** WHAT IS REQUIRED **
If a line in the records below holds the word "function", copy it.

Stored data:

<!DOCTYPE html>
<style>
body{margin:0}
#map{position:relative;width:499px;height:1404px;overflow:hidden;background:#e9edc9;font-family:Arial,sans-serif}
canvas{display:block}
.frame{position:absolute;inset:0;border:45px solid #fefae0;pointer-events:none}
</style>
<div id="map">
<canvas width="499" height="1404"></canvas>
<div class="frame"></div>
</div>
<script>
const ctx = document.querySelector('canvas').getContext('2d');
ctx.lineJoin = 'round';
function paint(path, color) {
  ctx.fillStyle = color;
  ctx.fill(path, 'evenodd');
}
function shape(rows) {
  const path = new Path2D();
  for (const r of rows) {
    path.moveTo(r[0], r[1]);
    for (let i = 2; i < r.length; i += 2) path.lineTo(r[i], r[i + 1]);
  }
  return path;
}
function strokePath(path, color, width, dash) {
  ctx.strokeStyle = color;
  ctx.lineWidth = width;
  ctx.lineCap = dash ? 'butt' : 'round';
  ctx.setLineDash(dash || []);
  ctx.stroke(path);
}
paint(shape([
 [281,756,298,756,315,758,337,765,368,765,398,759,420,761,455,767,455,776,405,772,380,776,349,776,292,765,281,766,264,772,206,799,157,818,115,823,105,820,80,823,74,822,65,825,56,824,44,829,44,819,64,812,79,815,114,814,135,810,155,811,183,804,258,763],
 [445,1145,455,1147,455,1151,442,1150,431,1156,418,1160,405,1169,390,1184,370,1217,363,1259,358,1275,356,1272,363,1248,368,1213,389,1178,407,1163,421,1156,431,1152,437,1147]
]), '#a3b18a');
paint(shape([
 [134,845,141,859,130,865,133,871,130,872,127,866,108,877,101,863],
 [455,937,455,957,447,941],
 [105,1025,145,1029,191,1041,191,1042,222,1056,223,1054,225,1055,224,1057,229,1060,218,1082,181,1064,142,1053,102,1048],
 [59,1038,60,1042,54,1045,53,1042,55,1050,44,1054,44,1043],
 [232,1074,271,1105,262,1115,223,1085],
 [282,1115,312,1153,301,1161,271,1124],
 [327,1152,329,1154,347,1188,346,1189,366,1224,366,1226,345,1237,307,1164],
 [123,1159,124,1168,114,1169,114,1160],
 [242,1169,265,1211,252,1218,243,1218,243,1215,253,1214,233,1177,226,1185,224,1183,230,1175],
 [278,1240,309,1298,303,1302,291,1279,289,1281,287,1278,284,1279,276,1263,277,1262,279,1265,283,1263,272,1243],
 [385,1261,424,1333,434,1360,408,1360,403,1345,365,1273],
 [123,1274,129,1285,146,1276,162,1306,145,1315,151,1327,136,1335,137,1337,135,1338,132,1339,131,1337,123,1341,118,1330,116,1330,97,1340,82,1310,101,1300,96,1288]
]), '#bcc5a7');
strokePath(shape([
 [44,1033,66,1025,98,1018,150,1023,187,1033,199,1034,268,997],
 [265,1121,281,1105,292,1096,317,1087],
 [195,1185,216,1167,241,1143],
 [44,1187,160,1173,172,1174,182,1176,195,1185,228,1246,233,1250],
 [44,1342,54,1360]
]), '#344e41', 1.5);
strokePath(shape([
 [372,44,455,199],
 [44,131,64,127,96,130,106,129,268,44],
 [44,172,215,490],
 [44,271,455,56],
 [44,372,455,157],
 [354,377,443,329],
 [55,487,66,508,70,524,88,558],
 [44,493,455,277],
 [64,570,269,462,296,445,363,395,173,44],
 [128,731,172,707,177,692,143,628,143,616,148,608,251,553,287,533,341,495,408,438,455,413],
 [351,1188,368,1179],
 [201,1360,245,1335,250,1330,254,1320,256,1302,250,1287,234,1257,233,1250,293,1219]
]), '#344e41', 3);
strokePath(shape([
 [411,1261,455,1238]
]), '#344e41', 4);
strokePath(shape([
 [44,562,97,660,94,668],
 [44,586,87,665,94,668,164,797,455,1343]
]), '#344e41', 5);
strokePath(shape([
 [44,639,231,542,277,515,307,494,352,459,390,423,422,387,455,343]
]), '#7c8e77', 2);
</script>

** YOUR SOLUTION **
function paint(path, color) {
function shape(rows) {
function strokePath(path, color, width, dash) {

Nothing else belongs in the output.